My only suggestion is to start high and work your way down. My leak turned out to be from the handrails on deck. Where the water exits, is not necessarily where it enters. It could travel and exit through a lower point.


----------



## J-LOker (Aug 25, 2020)

Check around your hand rail bases...on my 10M had slight drip, thought it was from ports, but turns out when I sealed all handrail bases, and other seams while at it (mast collar, around hatch seams), the minor leaking stopped. Use 120 grit sandpaper dry, or my new favorite 3M red scouring pads with total boat 100, on all seams, clean with acetone, then apply 3M 4000 on seams (I'm using a syringe next time) using thin beads....next wet fingertip with acetone, and wipe all seams for nice fillets. I'd like to find a thin rubber glove that stands up to acetone, probably not such a good idea to be using a bare finger....3M 4200 can be used too, but no UV protection; yard told me it won't loose strength, just yellow a bit...the 4000 was applied early last season and a still has a good white bond


----------



## deniseO30 (Nov 27, 2006)

Smoke, I think people have tried it it may show too many leaks! The smoke is generated with what is called smoke generating candles and you seal up the boat with a fan pushing air or drawing air into the boat so the whole boat is under a positive pressure and the smoke leading air will leak out the leaks but you'd probably need a crew of 10 people that chase them all down!


----------



## arf145 (Jul 25, 2007)

We purchased an 87 Pearson 28-2 when it was 20 years old and had never had anything rebedded. You can assume that every single deck and cabin-top item that has not been rebedded needs it and has probably been leaking. The handrails, as others have mentioned, were definite sources of mystery leaks on my boat, as water runs down the headliner. Chain plates, cleats, jib tracks, stanchions...all were leaking. Luckily, I got them before they had affected the core too much. I used flexible butyl rubber for all rebeddings.
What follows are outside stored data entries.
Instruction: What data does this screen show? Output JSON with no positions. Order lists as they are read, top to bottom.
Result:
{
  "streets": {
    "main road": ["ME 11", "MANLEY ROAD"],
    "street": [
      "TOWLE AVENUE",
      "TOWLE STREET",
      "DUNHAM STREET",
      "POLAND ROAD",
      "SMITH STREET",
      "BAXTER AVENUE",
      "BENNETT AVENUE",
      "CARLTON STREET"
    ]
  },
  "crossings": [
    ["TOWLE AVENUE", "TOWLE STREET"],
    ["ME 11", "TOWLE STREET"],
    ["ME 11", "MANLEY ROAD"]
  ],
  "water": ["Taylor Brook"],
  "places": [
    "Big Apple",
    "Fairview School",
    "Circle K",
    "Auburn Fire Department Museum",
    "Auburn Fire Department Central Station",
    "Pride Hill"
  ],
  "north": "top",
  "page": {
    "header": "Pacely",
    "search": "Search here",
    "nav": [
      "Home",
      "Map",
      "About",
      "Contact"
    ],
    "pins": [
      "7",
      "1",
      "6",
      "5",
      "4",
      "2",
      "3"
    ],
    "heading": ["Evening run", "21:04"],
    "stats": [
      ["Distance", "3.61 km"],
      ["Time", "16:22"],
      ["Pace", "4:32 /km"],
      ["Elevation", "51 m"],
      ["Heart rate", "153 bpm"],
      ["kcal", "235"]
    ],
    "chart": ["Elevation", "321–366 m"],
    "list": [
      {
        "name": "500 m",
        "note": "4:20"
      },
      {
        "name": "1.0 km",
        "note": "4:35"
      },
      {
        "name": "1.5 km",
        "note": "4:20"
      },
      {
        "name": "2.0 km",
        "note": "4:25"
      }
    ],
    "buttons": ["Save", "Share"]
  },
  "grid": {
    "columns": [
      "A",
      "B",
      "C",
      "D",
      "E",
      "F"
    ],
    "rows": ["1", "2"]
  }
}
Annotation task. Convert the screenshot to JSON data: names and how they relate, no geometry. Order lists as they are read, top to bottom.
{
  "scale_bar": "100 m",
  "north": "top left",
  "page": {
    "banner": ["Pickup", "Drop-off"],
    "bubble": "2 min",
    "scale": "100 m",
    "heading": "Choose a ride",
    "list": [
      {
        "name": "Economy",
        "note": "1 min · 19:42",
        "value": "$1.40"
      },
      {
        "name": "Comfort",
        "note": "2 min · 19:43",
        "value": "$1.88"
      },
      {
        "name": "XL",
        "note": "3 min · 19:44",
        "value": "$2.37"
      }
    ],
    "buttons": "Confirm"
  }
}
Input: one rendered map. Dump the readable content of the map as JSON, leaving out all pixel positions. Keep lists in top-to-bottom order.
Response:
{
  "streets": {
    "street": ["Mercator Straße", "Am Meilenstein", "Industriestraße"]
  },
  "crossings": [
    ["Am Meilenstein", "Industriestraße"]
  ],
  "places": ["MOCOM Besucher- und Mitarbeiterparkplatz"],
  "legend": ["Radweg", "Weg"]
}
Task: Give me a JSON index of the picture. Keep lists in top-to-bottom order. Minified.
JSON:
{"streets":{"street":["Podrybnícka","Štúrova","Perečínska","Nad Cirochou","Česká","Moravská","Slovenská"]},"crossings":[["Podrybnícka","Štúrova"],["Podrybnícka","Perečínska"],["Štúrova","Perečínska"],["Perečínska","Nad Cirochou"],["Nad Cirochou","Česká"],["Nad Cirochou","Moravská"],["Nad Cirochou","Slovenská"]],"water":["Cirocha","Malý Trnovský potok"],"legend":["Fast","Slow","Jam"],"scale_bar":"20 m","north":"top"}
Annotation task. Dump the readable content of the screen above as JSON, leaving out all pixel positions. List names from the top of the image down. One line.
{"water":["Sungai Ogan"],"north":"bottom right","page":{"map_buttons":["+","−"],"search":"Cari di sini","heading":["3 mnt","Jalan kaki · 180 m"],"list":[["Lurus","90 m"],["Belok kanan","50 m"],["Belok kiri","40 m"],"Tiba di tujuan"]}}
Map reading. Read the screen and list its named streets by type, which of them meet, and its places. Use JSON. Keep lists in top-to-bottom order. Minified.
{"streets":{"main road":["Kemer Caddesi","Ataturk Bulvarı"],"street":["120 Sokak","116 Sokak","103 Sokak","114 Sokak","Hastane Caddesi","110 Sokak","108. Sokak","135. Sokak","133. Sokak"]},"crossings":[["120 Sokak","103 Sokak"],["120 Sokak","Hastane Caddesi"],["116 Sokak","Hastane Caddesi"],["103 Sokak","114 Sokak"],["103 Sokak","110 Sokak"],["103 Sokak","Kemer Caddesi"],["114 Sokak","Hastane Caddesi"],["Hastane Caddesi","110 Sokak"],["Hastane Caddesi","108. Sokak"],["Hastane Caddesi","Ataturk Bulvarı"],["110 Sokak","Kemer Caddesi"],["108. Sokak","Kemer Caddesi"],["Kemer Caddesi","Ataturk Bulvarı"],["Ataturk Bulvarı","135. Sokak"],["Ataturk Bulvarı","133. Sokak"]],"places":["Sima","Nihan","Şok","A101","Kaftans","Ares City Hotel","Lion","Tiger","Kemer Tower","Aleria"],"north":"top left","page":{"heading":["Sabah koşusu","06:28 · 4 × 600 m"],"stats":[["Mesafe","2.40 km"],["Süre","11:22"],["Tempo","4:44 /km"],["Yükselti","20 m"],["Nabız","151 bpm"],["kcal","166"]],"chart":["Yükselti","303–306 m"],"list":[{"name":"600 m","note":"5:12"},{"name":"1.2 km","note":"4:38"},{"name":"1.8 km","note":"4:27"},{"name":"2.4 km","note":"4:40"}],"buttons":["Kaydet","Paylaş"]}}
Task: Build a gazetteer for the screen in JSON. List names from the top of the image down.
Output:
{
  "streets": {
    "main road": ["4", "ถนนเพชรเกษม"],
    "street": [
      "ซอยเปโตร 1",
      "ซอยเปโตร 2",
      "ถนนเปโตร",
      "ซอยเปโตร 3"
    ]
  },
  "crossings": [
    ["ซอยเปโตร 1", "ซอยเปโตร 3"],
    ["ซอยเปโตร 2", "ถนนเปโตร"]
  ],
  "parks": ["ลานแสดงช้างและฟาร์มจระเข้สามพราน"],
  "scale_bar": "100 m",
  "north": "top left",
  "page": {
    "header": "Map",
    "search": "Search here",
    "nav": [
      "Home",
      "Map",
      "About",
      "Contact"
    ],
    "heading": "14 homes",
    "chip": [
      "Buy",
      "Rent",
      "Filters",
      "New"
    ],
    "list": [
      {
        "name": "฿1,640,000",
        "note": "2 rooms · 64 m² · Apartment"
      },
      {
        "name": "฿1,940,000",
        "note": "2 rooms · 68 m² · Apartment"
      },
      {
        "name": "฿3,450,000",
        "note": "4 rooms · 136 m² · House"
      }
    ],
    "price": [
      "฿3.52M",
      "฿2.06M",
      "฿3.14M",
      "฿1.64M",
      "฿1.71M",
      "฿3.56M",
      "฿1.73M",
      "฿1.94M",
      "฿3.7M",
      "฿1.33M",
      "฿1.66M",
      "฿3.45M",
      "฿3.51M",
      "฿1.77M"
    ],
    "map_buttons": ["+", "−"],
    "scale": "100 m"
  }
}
The portlights are another matter. They leaked because Pearson did not reinforce the space between the outer skin and the cabin liner, which allowed the portlight seal to flex quite a bit. The solution was to reinforce the area with epoxied in spacers and then reseal.


----------



## Waltthesalt (Sep 22, 2009)

Yuletide85 said:


> *does anyone have experience in deck and cabin leaks? I know most of my ports are leaking and one Stantion. But there is water coming in through the liner I think. Someone has suggested the toe rail. I brought her in my heated riding arena to work in this. Also what about the ports? Replaced them once but they’re all leaking again. They’re the gray plastic(?) ones*


I had good results rebedding my deck fittings with butyl tape.


----------